■ Try it ■
In the records below, find the line with "flex:1; height:69px; border-radius:12px;" and the line with "text-anchor:middle; stroke-width:6; stroke-linejoin:round;"; return exactly those lines and every line between them.

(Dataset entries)
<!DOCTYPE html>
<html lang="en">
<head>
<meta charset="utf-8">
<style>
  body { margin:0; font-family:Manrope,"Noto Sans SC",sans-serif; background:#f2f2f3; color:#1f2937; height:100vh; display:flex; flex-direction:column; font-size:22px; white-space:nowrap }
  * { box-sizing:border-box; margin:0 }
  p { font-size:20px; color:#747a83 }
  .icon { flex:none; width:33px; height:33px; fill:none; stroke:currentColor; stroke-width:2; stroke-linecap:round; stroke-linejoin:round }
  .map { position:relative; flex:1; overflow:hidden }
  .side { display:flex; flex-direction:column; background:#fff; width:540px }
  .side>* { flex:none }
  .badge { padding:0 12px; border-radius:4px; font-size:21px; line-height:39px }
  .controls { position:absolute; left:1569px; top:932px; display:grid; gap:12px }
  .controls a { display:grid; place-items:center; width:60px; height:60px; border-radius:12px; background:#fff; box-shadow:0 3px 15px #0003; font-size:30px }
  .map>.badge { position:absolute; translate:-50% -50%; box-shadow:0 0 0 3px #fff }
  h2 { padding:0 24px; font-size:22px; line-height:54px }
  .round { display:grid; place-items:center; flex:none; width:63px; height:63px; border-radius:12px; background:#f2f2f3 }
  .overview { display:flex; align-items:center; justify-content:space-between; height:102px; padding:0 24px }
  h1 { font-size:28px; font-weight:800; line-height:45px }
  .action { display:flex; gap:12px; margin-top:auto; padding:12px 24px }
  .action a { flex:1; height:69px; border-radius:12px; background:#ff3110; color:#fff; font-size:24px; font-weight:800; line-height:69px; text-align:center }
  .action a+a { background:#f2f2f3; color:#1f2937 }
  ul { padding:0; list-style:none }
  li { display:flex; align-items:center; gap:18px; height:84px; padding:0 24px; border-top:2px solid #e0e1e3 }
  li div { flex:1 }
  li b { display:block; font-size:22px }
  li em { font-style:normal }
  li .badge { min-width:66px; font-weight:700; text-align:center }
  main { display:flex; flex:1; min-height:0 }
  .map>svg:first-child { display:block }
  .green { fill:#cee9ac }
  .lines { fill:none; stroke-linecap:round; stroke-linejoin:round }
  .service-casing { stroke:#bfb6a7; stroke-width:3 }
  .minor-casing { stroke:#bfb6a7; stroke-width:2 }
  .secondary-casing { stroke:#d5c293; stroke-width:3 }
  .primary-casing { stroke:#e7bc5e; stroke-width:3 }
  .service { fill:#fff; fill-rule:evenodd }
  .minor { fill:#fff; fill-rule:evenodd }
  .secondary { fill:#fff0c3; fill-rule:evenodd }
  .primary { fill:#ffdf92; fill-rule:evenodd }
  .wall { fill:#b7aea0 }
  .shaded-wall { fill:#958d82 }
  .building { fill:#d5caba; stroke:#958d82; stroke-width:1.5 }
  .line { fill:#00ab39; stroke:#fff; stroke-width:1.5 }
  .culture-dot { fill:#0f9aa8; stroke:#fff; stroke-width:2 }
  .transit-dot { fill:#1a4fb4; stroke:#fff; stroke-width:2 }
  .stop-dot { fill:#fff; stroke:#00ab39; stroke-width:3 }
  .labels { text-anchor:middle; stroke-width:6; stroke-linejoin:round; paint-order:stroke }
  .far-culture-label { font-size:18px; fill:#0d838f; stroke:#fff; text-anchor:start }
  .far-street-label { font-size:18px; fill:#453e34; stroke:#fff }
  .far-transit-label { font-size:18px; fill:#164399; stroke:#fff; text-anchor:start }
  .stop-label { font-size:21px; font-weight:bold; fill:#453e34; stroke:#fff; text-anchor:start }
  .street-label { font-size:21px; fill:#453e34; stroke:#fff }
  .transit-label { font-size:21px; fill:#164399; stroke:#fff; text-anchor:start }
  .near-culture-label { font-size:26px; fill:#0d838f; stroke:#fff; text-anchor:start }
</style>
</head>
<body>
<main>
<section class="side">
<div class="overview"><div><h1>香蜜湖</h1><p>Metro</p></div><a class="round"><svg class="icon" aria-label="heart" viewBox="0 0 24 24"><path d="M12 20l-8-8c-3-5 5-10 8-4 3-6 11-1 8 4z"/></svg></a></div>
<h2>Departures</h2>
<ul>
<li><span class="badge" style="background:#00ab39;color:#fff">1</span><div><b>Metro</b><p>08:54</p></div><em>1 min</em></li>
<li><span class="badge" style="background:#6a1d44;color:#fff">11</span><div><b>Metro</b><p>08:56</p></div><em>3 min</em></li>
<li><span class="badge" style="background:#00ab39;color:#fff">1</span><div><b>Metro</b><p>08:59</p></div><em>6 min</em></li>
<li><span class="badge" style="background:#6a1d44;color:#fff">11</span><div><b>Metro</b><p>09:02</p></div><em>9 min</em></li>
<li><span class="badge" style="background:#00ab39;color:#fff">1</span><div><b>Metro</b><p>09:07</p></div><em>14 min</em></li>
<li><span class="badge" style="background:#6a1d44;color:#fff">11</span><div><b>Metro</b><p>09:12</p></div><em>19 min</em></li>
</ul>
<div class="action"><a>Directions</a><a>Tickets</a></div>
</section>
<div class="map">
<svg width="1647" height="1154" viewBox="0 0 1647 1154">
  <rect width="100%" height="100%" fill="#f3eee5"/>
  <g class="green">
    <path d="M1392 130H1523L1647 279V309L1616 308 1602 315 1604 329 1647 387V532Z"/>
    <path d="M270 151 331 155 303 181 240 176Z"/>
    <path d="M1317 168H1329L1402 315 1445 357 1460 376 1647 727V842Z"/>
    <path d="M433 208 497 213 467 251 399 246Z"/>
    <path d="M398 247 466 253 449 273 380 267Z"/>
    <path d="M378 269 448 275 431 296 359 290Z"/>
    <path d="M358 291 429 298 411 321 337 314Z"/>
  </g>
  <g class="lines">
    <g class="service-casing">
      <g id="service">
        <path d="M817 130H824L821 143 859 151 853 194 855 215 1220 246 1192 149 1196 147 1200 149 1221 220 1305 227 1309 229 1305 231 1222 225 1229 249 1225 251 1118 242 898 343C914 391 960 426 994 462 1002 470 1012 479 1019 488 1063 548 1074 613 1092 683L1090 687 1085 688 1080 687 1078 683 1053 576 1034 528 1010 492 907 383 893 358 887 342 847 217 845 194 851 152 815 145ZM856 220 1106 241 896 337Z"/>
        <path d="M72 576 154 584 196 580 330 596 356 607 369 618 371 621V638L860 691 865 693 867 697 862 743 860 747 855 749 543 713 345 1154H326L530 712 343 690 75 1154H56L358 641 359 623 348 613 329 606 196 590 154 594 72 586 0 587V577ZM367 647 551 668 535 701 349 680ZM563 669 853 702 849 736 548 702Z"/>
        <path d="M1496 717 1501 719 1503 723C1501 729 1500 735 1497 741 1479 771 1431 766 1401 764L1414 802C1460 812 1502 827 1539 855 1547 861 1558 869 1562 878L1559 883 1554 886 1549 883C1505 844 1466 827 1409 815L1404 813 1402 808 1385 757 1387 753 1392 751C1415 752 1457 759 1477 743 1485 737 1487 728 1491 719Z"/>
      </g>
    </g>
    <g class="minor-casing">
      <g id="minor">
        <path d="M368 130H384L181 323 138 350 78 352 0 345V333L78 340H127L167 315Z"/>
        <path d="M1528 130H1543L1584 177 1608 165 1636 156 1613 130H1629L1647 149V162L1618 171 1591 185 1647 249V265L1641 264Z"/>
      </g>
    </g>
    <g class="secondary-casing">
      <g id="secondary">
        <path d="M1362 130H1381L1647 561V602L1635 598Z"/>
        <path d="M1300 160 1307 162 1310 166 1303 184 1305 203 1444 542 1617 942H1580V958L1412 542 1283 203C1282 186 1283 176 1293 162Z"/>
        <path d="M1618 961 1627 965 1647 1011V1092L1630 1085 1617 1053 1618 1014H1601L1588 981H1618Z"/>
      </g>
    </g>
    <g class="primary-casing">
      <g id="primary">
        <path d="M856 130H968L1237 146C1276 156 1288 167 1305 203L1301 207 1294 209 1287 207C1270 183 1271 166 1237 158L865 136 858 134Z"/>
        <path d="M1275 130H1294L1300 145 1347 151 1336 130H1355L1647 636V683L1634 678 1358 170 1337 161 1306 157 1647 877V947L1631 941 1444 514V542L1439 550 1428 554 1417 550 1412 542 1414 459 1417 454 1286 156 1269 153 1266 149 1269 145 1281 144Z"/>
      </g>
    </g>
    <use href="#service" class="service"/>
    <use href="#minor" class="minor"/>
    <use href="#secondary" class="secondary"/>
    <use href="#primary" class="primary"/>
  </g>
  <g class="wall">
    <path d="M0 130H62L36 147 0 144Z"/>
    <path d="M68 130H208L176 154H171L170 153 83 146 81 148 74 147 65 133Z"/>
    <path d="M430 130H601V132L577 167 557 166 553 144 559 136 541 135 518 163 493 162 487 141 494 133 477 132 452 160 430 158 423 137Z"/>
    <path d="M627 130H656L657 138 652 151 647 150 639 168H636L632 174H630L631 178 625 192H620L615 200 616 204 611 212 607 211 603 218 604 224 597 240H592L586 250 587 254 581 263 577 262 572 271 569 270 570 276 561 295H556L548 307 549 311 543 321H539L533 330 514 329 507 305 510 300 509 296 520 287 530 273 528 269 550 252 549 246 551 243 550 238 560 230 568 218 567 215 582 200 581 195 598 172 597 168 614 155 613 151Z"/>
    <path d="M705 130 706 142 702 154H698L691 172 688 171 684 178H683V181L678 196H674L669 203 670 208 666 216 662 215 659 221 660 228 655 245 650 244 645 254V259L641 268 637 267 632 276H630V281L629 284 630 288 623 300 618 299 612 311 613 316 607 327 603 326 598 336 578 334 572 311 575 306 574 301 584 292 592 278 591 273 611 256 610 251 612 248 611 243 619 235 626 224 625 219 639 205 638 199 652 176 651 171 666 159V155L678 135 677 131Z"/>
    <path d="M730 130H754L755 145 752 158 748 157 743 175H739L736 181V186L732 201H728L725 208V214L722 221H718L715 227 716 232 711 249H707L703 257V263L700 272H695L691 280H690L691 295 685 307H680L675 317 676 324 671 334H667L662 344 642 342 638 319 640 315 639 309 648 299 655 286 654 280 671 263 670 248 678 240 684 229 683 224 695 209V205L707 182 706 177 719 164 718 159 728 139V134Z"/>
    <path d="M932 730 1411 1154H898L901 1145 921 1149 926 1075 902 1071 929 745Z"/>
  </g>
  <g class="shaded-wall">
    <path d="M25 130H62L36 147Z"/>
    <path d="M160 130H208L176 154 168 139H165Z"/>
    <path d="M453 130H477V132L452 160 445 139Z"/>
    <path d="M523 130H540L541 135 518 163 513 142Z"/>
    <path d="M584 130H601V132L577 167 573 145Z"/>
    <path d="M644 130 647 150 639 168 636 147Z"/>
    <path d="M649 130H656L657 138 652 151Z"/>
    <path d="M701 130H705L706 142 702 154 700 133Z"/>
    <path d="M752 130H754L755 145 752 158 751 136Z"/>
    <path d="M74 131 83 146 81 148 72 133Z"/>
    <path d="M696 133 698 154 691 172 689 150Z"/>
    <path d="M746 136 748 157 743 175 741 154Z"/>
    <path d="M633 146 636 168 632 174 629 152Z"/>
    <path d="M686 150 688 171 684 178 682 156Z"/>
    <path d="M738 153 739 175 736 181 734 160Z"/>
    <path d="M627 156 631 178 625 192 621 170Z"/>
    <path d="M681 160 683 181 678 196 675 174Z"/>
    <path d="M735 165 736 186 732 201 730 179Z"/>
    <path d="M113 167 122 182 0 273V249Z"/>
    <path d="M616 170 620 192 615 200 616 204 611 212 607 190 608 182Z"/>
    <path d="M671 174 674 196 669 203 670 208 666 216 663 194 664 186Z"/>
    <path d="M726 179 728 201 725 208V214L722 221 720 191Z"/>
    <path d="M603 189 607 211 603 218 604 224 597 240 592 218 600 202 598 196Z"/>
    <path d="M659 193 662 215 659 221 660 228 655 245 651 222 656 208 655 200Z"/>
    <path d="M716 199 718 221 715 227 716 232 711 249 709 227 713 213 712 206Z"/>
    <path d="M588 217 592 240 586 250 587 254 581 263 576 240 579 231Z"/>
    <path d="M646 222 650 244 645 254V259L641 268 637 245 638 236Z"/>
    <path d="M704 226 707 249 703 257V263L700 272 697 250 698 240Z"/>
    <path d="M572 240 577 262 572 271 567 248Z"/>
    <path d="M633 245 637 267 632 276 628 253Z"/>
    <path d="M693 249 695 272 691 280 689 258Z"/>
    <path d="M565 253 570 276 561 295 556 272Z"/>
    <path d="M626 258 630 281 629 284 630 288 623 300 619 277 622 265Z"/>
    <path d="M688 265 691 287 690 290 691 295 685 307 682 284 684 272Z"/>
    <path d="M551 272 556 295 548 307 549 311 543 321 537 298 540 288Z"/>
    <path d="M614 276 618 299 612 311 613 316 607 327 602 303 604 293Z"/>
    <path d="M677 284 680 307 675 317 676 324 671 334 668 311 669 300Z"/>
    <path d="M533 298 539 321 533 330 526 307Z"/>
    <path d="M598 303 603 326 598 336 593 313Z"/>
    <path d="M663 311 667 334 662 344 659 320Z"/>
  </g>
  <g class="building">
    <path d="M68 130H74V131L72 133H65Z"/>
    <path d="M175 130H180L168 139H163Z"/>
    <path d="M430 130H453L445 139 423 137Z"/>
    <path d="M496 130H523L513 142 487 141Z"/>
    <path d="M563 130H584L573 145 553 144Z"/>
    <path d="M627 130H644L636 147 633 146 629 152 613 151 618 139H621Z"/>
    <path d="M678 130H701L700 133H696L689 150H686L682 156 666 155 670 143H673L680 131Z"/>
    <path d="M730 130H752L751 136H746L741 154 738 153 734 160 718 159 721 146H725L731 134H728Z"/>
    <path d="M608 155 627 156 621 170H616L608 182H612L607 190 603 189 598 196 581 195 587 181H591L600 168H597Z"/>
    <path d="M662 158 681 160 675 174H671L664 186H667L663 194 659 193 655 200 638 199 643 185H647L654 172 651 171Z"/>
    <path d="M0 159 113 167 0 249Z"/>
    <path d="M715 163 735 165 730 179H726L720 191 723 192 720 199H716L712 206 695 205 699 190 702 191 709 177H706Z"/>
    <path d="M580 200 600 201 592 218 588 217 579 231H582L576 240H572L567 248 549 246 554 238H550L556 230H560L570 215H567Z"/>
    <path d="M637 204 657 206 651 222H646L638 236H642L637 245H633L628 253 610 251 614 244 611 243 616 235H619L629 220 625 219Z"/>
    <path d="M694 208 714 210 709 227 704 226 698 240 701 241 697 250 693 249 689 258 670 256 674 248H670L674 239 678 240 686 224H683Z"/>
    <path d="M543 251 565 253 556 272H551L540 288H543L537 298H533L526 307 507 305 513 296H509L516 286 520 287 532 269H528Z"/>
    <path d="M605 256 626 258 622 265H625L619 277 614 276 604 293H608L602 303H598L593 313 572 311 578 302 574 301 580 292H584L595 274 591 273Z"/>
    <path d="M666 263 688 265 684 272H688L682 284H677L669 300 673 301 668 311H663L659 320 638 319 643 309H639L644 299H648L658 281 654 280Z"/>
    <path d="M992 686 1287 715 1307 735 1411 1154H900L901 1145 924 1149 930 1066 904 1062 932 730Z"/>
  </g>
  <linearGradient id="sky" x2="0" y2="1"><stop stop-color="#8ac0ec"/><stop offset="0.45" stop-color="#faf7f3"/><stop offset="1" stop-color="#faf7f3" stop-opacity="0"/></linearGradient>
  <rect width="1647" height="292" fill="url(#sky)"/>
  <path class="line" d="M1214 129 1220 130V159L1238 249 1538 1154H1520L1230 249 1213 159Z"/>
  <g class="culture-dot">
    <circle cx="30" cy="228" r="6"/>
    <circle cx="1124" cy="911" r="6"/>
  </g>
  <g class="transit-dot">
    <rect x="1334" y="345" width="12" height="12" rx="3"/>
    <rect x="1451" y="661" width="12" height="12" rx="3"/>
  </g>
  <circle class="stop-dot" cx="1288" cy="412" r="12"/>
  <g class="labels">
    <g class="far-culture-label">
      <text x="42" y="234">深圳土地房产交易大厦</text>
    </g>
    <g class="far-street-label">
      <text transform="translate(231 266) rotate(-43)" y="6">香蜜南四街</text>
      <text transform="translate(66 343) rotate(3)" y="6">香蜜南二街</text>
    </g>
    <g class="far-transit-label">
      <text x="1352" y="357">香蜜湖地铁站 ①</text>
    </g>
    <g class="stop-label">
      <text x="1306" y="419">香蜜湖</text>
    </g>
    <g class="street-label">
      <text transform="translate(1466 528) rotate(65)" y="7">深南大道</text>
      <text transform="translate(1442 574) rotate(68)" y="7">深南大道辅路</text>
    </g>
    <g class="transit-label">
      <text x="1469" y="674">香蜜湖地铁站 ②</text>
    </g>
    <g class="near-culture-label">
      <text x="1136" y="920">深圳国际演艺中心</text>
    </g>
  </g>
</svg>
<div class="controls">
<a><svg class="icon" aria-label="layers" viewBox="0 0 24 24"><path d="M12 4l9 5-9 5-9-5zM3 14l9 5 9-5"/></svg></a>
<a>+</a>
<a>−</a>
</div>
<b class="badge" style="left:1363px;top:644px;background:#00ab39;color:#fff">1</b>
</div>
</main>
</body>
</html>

■ Written response ■
  .action a { flex:1; height:69px; border-radius:12px; background:#ff3110; color:#fff; font-size:24px; font-weight:800; line-height:69px; text-align:center }
  .action a+a { background:#f2f2f3; color:#1f2937 }
  ul { padding:0; list-style:none }
  li { display:flex; align-items:center; gap:18px; height:84px; padding:0 24px; border-top:2px solid #e0e1e3 }
  li div { flex:1 }
  li b { display:block; font-size:22px }
  li em { font-style:normal }
  li .badge { min-width:66px; font-weight:700; text-align:center }
  main { display:flex; flex:1; min-height:0 }
  .map>svg:first-child { display:block }
  .green { fill:#cee9ac }
  .lines { fill:none; stroke-linecap:round; stroke-linejoin:round }
  .service-casing { stroke:#bfb6a7; stroke-width:3 }
  .minor-casing { stroke:#bfb6a7; stroke-width:2 }
  .secondary-casing { stroke:#d5c293; stroke-width:3 }
  .primary-casing { stroke:#e7bc5e; stroke-width:3 }
  .service { fill:#fff; fill-rule:evenodd }
  .minor { fill:#fff; fill-rule:evenodd }
  .secondary { fill:#fff0c3; fill-rule:evenodd }
  .primary { fill:#ffdf92; fill-rule:evenodd }
  .wall { fill:#b7aea0 }
  .shaded-wall { fill:#958d82 }
  .building { fill:#d5caba; stroke:#958d82; stroke-width:1.5 }
  .line { fill:#00ab39; stroke:#fff; stroke-width:1.5 }
  .culture-dot { fill:#0f9aa8; stroke:#fff; stroke-width:2 }
  .transit-dot { fill:#1a4fb4; stroke:#fff; stroke-width:2 }
  .stop-dot { fill:#fff; stroke:#00ab39; stroke-width:3 }
  .labels { text-anchor:middle; stroke-width:6; stroke-linejoin:round; paint-order:stroke }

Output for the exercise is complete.